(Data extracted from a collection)

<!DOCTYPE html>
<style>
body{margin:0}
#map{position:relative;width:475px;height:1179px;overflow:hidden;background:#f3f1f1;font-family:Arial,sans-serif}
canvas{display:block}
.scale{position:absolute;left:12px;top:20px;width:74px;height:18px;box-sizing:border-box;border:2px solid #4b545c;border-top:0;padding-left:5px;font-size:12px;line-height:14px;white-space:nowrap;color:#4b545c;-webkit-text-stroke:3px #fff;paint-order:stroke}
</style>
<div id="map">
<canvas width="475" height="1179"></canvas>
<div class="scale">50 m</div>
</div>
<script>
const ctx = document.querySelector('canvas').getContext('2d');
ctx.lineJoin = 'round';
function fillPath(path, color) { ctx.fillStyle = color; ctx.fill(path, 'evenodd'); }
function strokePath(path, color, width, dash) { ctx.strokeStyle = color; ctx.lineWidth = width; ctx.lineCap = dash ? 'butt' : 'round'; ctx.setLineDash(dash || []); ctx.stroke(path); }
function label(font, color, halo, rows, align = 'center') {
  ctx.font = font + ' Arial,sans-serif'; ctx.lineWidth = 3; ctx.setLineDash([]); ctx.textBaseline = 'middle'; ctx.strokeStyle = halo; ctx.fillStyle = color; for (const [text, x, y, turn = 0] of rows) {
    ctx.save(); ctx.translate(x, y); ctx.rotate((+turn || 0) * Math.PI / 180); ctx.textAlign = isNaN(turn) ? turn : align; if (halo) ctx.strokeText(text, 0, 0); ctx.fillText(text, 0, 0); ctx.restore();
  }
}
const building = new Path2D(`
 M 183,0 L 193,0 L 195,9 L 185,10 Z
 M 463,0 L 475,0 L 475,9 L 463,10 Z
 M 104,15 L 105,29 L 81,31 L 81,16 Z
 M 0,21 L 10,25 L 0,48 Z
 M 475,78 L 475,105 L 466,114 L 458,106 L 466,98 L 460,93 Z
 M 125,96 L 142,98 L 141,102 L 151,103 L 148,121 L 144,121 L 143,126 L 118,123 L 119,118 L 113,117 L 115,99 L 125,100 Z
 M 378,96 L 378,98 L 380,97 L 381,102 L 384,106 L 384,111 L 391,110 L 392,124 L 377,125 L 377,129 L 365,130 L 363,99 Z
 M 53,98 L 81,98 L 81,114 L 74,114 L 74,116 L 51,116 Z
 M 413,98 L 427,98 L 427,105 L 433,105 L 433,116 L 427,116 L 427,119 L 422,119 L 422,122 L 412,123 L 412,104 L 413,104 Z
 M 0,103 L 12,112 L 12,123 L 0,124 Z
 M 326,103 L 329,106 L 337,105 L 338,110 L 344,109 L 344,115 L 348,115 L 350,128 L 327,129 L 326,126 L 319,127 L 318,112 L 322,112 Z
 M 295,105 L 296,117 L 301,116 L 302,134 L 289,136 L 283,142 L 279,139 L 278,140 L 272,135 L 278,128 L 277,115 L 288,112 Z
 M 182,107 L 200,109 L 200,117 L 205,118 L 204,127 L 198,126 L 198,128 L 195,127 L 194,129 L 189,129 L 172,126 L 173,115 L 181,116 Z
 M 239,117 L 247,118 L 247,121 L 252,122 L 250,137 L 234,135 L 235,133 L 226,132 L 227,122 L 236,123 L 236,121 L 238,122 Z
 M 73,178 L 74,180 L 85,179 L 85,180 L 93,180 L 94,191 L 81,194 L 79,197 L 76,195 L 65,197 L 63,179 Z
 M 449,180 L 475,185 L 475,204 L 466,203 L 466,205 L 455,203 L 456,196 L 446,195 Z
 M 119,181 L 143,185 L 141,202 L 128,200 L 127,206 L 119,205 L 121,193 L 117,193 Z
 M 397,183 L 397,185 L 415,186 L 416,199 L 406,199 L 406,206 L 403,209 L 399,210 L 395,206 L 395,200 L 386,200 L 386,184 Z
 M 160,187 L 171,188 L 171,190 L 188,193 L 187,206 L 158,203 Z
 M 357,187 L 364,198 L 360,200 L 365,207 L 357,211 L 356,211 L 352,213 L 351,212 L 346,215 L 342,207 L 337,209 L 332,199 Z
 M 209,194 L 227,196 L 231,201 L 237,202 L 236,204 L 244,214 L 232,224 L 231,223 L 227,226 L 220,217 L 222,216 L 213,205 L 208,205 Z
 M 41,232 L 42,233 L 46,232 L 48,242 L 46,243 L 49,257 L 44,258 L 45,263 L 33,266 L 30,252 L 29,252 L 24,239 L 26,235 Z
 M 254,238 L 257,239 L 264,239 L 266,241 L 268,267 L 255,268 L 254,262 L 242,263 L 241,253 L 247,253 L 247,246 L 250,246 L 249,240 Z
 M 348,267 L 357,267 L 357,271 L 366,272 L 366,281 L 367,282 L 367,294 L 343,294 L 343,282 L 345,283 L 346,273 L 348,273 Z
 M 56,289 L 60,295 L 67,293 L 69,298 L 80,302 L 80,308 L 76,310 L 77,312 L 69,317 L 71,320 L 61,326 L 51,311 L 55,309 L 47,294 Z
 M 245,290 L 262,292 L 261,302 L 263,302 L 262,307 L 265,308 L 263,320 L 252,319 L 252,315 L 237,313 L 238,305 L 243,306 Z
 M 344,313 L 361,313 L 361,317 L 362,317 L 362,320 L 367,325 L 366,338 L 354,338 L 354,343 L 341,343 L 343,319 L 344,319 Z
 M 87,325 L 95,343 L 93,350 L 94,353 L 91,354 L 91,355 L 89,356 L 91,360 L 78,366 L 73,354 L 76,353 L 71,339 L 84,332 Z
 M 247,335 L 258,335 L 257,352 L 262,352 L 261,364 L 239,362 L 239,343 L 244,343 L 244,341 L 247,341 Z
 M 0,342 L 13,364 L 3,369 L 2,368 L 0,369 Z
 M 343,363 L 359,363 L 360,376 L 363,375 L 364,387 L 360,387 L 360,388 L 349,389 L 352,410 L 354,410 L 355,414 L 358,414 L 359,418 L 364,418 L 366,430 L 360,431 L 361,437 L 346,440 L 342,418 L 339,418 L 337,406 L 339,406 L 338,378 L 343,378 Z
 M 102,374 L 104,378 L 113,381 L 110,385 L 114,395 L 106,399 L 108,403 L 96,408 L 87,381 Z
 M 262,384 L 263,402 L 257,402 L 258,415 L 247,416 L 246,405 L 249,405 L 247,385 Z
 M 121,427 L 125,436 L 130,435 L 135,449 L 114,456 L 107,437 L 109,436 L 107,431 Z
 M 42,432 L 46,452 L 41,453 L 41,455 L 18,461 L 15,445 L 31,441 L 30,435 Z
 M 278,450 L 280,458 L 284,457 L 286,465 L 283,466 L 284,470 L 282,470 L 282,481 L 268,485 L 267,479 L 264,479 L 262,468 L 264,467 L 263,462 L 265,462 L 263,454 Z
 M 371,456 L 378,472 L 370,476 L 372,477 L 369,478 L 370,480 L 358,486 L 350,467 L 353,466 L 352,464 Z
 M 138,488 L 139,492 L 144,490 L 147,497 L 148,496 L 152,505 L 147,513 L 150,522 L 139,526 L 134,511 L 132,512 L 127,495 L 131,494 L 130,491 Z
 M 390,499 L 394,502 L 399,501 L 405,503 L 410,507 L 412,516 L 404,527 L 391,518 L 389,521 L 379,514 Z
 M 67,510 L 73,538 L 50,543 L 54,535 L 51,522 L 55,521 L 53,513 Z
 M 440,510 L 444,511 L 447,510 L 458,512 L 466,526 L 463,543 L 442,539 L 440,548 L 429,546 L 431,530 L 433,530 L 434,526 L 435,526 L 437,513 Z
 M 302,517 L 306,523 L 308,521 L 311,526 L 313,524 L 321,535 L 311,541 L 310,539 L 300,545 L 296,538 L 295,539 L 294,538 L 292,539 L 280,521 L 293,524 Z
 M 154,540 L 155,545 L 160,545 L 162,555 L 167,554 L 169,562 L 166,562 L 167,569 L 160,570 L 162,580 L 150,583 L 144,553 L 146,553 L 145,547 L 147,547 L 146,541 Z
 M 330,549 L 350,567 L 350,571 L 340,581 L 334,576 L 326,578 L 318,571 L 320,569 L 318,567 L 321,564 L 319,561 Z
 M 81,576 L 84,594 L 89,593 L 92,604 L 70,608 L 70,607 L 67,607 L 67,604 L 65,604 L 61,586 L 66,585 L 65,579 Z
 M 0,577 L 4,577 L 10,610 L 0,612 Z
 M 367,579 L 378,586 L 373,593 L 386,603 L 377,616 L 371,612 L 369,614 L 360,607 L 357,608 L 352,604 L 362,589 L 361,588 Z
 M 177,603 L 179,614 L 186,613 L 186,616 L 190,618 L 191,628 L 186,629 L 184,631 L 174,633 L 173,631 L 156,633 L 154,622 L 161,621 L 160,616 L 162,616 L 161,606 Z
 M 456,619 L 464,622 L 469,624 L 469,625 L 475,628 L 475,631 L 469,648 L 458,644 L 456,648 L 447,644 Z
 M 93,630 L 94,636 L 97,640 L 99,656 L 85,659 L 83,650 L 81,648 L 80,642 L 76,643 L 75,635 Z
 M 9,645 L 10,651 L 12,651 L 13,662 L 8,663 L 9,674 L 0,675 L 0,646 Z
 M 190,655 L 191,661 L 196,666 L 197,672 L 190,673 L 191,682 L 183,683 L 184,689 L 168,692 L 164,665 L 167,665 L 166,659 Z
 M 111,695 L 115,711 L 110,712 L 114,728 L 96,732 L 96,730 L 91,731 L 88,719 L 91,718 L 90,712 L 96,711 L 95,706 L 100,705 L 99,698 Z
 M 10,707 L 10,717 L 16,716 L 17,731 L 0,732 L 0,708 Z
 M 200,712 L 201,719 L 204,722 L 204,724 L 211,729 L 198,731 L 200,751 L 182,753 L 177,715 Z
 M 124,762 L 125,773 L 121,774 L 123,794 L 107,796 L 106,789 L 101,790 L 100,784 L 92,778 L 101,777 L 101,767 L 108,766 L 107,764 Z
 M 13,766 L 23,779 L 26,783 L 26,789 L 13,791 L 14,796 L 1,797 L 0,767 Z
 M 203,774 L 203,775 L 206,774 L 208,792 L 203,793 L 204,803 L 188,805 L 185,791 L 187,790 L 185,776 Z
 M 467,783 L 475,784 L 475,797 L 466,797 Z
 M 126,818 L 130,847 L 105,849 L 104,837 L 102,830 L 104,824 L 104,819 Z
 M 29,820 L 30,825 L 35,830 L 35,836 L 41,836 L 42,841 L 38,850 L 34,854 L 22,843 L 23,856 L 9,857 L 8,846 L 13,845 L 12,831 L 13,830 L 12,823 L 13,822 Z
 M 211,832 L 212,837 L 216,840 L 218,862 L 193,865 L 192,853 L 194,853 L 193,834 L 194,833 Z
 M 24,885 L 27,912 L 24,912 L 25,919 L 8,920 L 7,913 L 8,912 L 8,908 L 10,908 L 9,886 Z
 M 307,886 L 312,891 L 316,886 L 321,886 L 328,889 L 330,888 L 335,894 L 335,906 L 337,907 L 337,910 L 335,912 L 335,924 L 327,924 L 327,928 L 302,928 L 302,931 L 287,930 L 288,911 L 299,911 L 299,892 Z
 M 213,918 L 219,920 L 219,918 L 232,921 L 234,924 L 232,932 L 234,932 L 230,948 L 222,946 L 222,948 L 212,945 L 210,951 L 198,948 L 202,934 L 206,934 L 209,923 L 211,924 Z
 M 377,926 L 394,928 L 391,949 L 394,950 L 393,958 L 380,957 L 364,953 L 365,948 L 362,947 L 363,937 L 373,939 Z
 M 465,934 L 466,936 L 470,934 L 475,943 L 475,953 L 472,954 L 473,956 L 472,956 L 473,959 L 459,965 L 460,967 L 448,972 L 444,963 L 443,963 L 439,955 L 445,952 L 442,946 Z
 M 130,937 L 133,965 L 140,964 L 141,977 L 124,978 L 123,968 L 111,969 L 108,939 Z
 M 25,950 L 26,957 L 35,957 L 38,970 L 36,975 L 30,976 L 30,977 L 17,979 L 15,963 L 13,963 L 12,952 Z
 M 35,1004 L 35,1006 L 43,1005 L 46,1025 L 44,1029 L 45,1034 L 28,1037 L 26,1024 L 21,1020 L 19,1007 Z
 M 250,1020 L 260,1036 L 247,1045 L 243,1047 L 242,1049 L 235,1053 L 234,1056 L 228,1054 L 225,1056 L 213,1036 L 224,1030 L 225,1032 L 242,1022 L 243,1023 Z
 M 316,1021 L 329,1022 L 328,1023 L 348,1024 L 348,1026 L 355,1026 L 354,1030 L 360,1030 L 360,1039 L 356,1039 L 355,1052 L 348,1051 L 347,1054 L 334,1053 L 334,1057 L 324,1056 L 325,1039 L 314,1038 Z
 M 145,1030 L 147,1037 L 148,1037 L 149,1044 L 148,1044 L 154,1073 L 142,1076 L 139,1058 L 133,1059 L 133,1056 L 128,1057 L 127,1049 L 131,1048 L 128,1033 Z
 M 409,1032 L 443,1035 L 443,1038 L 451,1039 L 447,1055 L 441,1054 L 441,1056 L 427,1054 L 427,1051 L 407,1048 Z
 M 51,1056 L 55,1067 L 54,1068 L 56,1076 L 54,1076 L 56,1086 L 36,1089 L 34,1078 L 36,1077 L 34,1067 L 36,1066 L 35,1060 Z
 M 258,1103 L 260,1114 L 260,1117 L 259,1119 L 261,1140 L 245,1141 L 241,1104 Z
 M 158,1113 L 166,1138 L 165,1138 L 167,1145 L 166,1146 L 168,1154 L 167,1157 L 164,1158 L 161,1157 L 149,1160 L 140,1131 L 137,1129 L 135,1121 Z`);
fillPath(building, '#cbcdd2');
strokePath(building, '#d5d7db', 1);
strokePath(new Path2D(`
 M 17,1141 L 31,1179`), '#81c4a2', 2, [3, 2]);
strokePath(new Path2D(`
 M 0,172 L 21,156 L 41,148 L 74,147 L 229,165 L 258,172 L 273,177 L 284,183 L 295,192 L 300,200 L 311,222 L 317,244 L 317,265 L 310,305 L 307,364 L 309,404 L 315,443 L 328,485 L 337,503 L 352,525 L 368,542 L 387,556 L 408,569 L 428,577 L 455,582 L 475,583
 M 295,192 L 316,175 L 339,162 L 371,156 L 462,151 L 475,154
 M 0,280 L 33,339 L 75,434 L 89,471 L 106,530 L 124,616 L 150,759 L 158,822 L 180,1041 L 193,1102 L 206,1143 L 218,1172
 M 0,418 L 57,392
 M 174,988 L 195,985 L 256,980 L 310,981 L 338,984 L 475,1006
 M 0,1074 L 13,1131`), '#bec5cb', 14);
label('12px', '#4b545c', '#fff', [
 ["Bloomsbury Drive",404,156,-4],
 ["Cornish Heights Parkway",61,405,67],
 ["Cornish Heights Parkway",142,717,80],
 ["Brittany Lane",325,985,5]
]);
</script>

(PROMPT)
Within the entries above, find the string "scale" and return each line that holds it.

(ANSWER BELOW)
.scale{position:absolute;left:12px;top:20px;width:74px;height:18px;box-sizing:border-box;border:2px solid #4b545c;border-top:0;padding-left:5px;font-size:12px;line-height:14px;white-space:nowrap;color:#4b545c;-webkit-text-stroke:3px #fff;paint-order:stroke}
<div class="scale">50 m</div>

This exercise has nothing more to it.